*Data shown*:
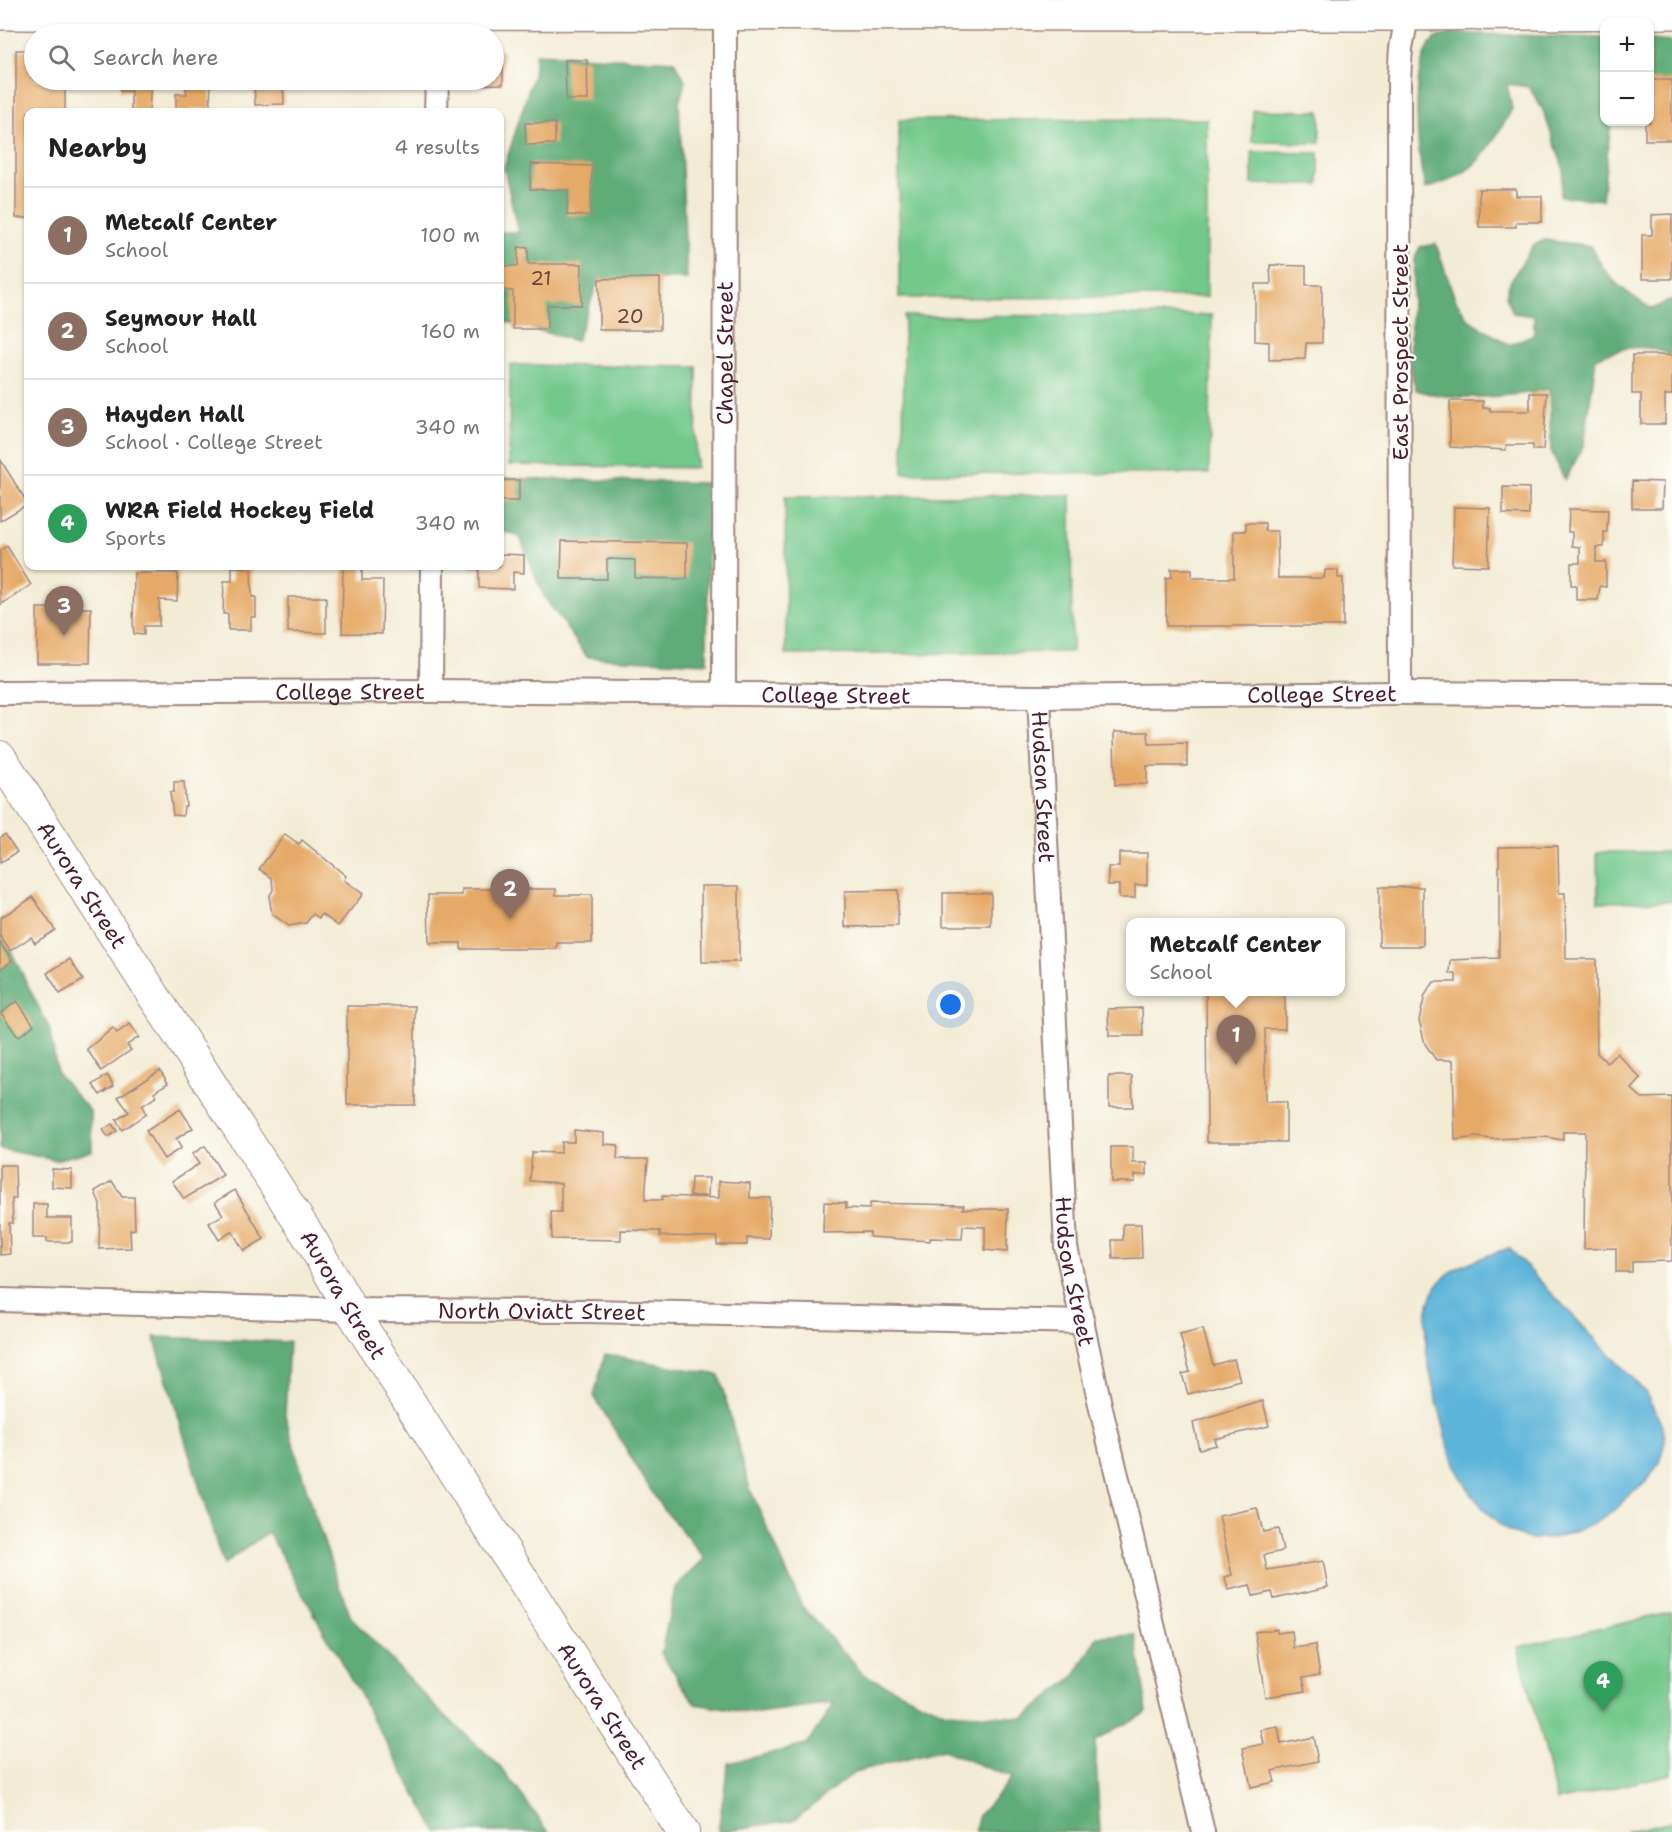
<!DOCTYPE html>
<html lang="en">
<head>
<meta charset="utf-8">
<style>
	:root { --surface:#fff; --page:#f6f6f6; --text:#222; --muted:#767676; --line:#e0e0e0; --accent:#db2777 }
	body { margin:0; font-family:"Shantell Sans",sans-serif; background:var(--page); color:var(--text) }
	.controls { position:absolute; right:18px; top:18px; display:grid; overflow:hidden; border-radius:12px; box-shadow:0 2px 4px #0004 }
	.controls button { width:54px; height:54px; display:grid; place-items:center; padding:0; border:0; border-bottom:2px solid var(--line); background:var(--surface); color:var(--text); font:30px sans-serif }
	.you { position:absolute; left:951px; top:1005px; width:21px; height:21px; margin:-15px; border:4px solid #fff; border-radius:50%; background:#1a73e8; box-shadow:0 0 0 9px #1a73e833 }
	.badge { display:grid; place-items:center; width:39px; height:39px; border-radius:50%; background:var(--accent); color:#fff; font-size:20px; font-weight:700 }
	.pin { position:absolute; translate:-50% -50px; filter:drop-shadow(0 2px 3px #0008) }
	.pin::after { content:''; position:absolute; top:32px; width:21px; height:18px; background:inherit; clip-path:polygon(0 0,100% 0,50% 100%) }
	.popup { position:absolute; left:1126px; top:918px; width:219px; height:78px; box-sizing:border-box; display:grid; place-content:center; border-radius:12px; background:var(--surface); filter:drop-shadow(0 2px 4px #0005); font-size:20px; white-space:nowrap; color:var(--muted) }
	.popup b { font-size:22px; color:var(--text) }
	.popup::after { content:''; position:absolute; left:50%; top:100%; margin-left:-12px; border:12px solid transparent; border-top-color:var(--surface) }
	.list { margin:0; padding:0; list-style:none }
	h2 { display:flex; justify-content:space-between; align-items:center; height:78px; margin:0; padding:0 24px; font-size:26px }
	h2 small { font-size:20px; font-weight:400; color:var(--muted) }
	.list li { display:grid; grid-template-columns:39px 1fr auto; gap:18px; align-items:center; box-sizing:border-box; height:96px; padding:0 24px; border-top:2px solid var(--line) }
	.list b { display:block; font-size:22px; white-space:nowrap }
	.list p { margin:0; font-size:20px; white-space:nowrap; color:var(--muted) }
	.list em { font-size:20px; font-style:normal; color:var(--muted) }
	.icon { flex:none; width:33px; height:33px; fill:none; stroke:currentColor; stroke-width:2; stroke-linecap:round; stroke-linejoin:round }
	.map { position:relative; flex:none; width:1672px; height:1832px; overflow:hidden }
	.search { position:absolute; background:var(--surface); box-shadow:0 2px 4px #0004; left:24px; top:24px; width:480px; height:66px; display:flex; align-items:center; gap:15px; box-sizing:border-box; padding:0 21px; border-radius:33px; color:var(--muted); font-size:22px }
	.panel { position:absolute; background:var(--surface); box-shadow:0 2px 4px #0004; left:24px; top:108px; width:480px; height:462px; border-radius:12px }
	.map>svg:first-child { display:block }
	.green { fill:#73c88b; stroke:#5e745b; stroke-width:1.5 }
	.forest { fill:#5eac77; stroke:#546651; stroke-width:1.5 }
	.water { fill:#5cb4d9; stroke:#536a82; stroke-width:1.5 }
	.building { fill:#e6aa68 }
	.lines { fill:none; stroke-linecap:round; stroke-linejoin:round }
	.street-casing { stroke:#9e8680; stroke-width:26 }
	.secondary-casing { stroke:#9e8680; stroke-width:34 }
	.primary-casing { stroke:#9e8680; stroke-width:36 }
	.street { stroke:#fff; stroke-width:22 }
	.secondary { stroke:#fff; stroke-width:32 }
	.primary { stroke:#fff; stroke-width:33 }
	.labels { text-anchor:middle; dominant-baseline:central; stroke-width:5; stroke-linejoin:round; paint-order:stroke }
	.number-label { font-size:20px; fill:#71423a }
	.street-label { font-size:22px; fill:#4a1f2b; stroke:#fdfcf7 }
</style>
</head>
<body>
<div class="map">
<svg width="1672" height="1832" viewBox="0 0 1672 1832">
	<rect width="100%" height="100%" fill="#fdfcf7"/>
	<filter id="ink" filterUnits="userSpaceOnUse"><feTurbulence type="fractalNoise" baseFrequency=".0167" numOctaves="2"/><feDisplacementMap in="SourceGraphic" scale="12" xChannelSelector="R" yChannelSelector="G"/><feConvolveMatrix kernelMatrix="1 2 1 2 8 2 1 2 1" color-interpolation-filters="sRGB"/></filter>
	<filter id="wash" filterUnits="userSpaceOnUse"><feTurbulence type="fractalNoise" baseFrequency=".008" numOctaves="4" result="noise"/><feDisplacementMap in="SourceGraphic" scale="24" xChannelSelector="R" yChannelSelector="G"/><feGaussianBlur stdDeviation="1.35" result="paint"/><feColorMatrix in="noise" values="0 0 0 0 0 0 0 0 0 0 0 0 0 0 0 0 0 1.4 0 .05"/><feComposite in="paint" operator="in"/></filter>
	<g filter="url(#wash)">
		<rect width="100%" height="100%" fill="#f3ecd5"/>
		<g class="green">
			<path d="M1253 110 1320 111V143L1252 142Z"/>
			<path d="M1207 119V297L899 298V120Z"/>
			<path d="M1252 152 1319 153V185L1252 184Z"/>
			<path d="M1212 315 1209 474 903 473 904 316Z"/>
			<path d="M510 365 697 367 696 468 509 465Z"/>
			<path d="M1071 495 1072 652 786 655 785 497Z"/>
			<path d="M1597 852H1672V901L1598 902Z"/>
			<path d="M1672 1612V1774L1557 1801 1518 1647Z"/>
			<path d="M1672 1821V1832H1625Z"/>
		</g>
		<g class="forest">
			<path d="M1454 33 1604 38V122H1611L1602 200 1560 196 1564 170 1543 110 1529 87 1507 84 1512 109C1487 153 1476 175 1425 189 1418 157 1408 66 1433 41 1437 36 1448 35 1454 33Z"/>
			<path d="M1650 40 1672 42V92L1650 78Z"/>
			<path d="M535 54 674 61 686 81 679 102 687 279H599L576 341 500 320V232H518L504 168 533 76Z"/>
			<path d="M1545 240 1591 246C1607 280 1621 289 1652 309L1672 300V356C1646 342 1621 347 1596 358L1584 445 1565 480 1551 451 1549 389C1511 397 1453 402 1416 390L1409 364 1414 260 1420 247 1436 244 1455 299 1468 319 1509 345 1534 334V316L1513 313 1506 296 1510 282 1533 245Z"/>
			<path d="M500 478 709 483 707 663 587 657 543 595 520 537 500 530Z"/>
			<path d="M0 929 50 1030 57 1073 91 1112 92 1151 55 1160 0 1149Z"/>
			<path d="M154 1337 289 1342 285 1415 311 1505 351 1618 433 1704 502 1769 549 1832H437L268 1532 223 1565Z"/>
			<path d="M605 1354 719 1375 750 1489 802 1606 863 1674 946 1713 1023 1718 1075 1676 1098 1637 1136 1635 1147 1711 1095 1741 1100 1832H974L979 1815 1012 1778 943 1750 854 1773 794 1820 718 1832 728 1763 806 1745 834 1704 757 1714 696 1704 661 1653 675 1588 705 1559 658 1502 594 1396Z"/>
		</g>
		<path class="water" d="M1509 1248 1645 1392C1653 1407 1665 1425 1665 1442 1665 1458 1648 1484 1635 1490 1626 1495 1623 1503 1616 1509 1598 1524 1554 1542 1531 1539 1498 1536 1469 1493 1455 1466 1450 1456 1448 1443 1445 1431 1434 1390 1415 1335 1433 1293 1444 1266 1483 1258 1509 1248Z"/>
		<g id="blocks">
			<g class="building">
				<path d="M16 50H34V80H65V112H28V218H16Z"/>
				<path d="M494 50H503V84L470 85V80H494Z"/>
				<path d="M565 60H587L588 100H566Z"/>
				<path d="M120 80H151L149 112H131V91H120Z"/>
				<path d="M184 80H211L210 109H190V112H176V94H187Z"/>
				<path d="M254 80H283L284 104 255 105Z"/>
				<path d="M1650 80H1672V140H1645V122H1650Z"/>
				<path d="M525 123H555V144L526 145Z"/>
				<path d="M531 164 592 166 591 216 567 215 568 190 530 189Z"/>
				<path d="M1479 189H1516V196H1542V222H1516V227H1479Z"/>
				<path d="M1672 214V279H1642V235H1652V215Z"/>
				<path d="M518 247 528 248V264H582L581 305H547V329H513V291L500 290V266H518Z"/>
				<path d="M1270 265 1306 266V285H1322V343H1306L1305 359 1269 360V342L1255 341V284H1271Z"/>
				<path d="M660 278V330H599V279Z"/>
				<path d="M1632 355H1672V395H1665V424H1641V394H1632Z"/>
				<path d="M1530 393H1547L1543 450H1533V445H1506V450L1450 447V401H1483V408H1490V411H1530Z"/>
				<path d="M0 459 28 504 0 521Z"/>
				<rect x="500" y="480" width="19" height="21"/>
				<path d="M1632 481 1663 482 1662 508H1632Z"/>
				<path d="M1503 487 1529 488V515L1503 514Z"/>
				<path d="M1454 507 1490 508 1488 566 1452 565Z"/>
				<path d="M1569 509 1608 510 1607 532H1604V547H1596V562H1606V587L1600 586 1598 600H1576V585H1571V563H1580V547L1572 546V532H1568Z"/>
				<path d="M1246 523H1265V531H1277L1278 578H1324L1325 570H1338V578H1343V626H1166V578L1172 577 1171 569H1192V578H1234V531H1246Z"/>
				<path d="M562 541 687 543V579L635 578V560L607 559V579H561Z"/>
				<path d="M7 546 31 585 0 605V551Z"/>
				<path d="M500 554 524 555V573L513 572V589L479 588V569H470V566H500Z"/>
				<path d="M343 566H362V580H383L382 634 342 633Z"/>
				<path d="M232 567H251L252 597H256V617H251V630H228V614H223L224 581H232Z"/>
				<path d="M134 573H178L177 601 159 600V626H144V635L134 634 133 626Z"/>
				<path d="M288 597H326V633L288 632Z"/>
				<path d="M37 608H91L90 663H37Z"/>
				<path d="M1114 732H1148L1149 744 1187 743V766H1147V784L1115 785Z"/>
				<path d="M174 782H184L186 806H184L183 816 173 815 170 792H174Z"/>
				<path d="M5 834 17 852 0 863V838Z"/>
				<path d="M285 834 299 844 302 840 346 876 344 880 363 894 338 926 322 914 319 918 313 914 306 923 289 926 272 914 269 897 273 890 272 878 259 869Z"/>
				<path d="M1558 846 1559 893H1565L1566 959H1596L1597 1053 1607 1063 1617 1053 1641 1079 1632 1089 1642 1098 1672 1097V1261L1632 1262V1272H1616V1248L1584 1249 1585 1132H1563V1140L1545 1137 1492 1139 1476 1137 1455 1140 1453 1060H1436L1425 1044 1419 1020 1425 995 1434 982H1456V974H1450L1451 960 1499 958V847Z"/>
				<path d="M1119 853H1147V885H1135V898H1119V885H1108V867H1119Z"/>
				<path d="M701 886H739V962H702Z"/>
				<rect x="1379" y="887" width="44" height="59"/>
				<path d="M462 889H556V895H592V943H557V949H461V943H429L428 895H462Z"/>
				<path d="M898 890V926L845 927V891Z"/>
				<rect x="943" y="893" width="48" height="33"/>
				<path d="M33 897 55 930 35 943 31 937 10 951 0 936V918Z"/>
				<path d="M0 942 12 961 0 969Z"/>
				<path d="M70 959 83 980 60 994 47 973Z"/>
				<path d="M1206 992H1285V1029H1265V1102H1286V1142H1207Z"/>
				<path d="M17 1001 34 1025 18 1037 1 1013Z"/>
				<rect x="347" y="1006" width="68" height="99"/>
				<path d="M1142 1008 1143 1036H1109L1108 1009Z"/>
				<path d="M130 1024 139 1037 127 1045 131 1050 101 1071 87 1049 113 1028 117 1033Z"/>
				<path d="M160 1070 168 1083 154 1092 157 1096 142 1106 146 1114 122 1130 116 1120 129 1112 118 1097Z"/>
				<path d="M107 1075 114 1086 100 1095 93 1085Z"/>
				<path d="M1109 1076H1132L1133 1107H1109Z"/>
				<path d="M180 1109 193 1128 176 1139 181 1148 164 1159 146 1131Z"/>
				<path d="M112 1124 117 1131 108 1137 103 1130Z"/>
				<path d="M574 1130 604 1133V1144L618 1145 617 1159H648L645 1200H662V1196L719 1198V1181L750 1183V1198H770L769 1239 747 1238V1245H717V1237L660 1236V1231L621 1230V1240L552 1239 551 1212H561V1183L530 1181 532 1152 561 1153V1142H574Z"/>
				<path d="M205 1146 223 1175 184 1199 172 1181 199 1164 192 1154Z"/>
				<path d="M1111 1147H1133V1163H1147V1175H1135V1182H1111Z"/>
				<path d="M0 1165H15L16 1199H12L13 1223H9L10 1254 0 1255Z"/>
				<path d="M52 1169 72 1170V1188L52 1187Z"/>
				<path d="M691 1178H709L708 1196H690Z"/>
				<path d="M112 1181 122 1197H134L135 1229 130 1230 131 1248 99 1249 100 1205 95 1191Z"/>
				<path d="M235 1190 264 1239 244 1251 232 1231 219 1240 209 1223 223 1215 215 1202Z"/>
				<path d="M824 1202 846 1203V1208L869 1209 870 1203 964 1205 963 1209H1008L1007 1252 985 1250V1227L963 1226 962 1239 930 1238V1241L870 1237V1232L823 1233Z"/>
				<path d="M33 1204H47V1218H72V1242H47V1238H33Z"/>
				<path d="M1123 1224H1141L1142 1258 1113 1259 1112 1240H1123Z"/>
				<path d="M1203 1329 1213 1365 1234 1359 1240 1380 1188 1394 1182 1374 1190 1372 1180 1335Z"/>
				<path d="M1263 1401 1269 1426 1214 1439 1216 1445 1199 1449 1193 1423Z"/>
				<path d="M1257 1508 1263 1532 1278 1529 1283 1551 1264 1555 1267 1570 1323 1561 1328 1587 1274 1599 1272 1592 1253 1596 1250 1585 1228 1590 1225 1577 1232 1575 1219 1516Z"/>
				<path d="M1277 1629V1633L1292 1631 1294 1648 1315 1645 1320 1674 1303 1677 1306 1691 1265 1697 1255 1632Z"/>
				<path d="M1278 1727 1281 1744 1313 1737 1318 1761 1272 1771 1275 1782 1251 1787 1243 1748 1264 1744 1261 1730Z"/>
			</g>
		</g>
	</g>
	<g filter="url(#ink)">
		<use href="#blocks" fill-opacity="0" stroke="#9e8680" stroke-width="1.5"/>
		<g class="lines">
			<g class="street-casing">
				<g id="street">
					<path d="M436 112 437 80"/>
					<path d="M431 691 432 566"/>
					<path id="s1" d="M0 693 431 691 1039 697 1400 693 1672 695"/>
					<path id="s2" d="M724 693 725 12"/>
					<path d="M1400 693 1399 79 1401 48 1408 12"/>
					<path id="s3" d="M1039 697 1066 1247 1101 1409 1203 1832"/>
					<path id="s4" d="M0 1300 351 1310 587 1311 1083 1322"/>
				</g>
			</g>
			<g class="secondary-casing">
				<g id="secondary">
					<path id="s5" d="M0 757 311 1240 351 1310 683 1832"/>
				</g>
			</g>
			<g class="primary-casing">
				<path id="primary" d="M0 13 1387 14 1672 12"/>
			</g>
			<use href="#street" class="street"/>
			<use href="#secondary" class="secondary"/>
			<use href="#primary" class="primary"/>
		</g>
	</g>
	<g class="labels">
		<g class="number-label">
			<text x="541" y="278">21</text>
			<text x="630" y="316">20</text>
		</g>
		<g class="street-label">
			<text transform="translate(1400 352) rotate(-90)">East Prospect Street</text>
			<text stroke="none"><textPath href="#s2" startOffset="340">Chapel Street</textPath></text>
			<text stroke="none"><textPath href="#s1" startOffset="350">College Street</textPath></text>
			<text stroke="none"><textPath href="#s1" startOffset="836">College Street</textPath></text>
			<text stroke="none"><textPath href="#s1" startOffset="1322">College Street</textPath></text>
			<text stroke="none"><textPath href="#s3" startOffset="90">Hudson Street</textPath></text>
			<text stroke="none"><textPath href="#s5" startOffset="152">Aurora Street</textPath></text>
			<text stroke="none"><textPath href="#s3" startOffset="576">Hudson Street</textPath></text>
			<text stroke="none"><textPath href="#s5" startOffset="638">Aurora Street</textPath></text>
			<text stroke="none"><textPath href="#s4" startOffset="542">North Oviatt Street</textPath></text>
			<text stroke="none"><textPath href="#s5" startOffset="1124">Aurora Street</textPath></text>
		</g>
	</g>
</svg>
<div class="controls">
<button>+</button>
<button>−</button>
</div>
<div class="you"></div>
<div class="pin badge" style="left:1236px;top:1065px;background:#8d6e63">1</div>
<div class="popup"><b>Metcalf Center</b>School</div>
<div class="pin badge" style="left:510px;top:919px;background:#8d6e63">2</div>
<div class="pin badge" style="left:64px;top:636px;background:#8d6e63">3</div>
<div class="pin badge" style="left:1603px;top:1711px;background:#2e9e5b">4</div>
<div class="search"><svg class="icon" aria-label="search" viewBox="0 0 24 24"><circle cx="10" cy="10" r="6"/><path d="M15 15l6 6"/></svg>Search here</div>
<section class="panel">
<h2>Nearby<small>4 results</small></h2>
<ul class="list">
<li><span class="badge" style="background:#8d6e63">1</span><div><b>Metcalf Center</b><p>School</p></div><em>100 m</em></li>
<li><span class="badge" style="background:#8d6e63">2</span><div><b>Seymour Hall</b><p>School</p></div><em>160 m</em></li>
<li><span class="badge" style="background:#8d6e63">3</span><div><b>Hayden Hall</b><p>School · College Street</p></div><em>340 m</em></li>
<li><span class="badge" style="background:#2e9e5b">4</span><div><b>WRA Field Hockey Field</b><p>Sports</p></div><em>340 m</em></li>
</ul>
</section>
</div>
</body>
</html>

*Task directions*: Where does the string "lines" occur in the listing above? Return every line that contains it.

*Exercise result*:
	.lines { fill:none; stroke-linecap:round; stroke-linejoin:round }
		<g class="lines">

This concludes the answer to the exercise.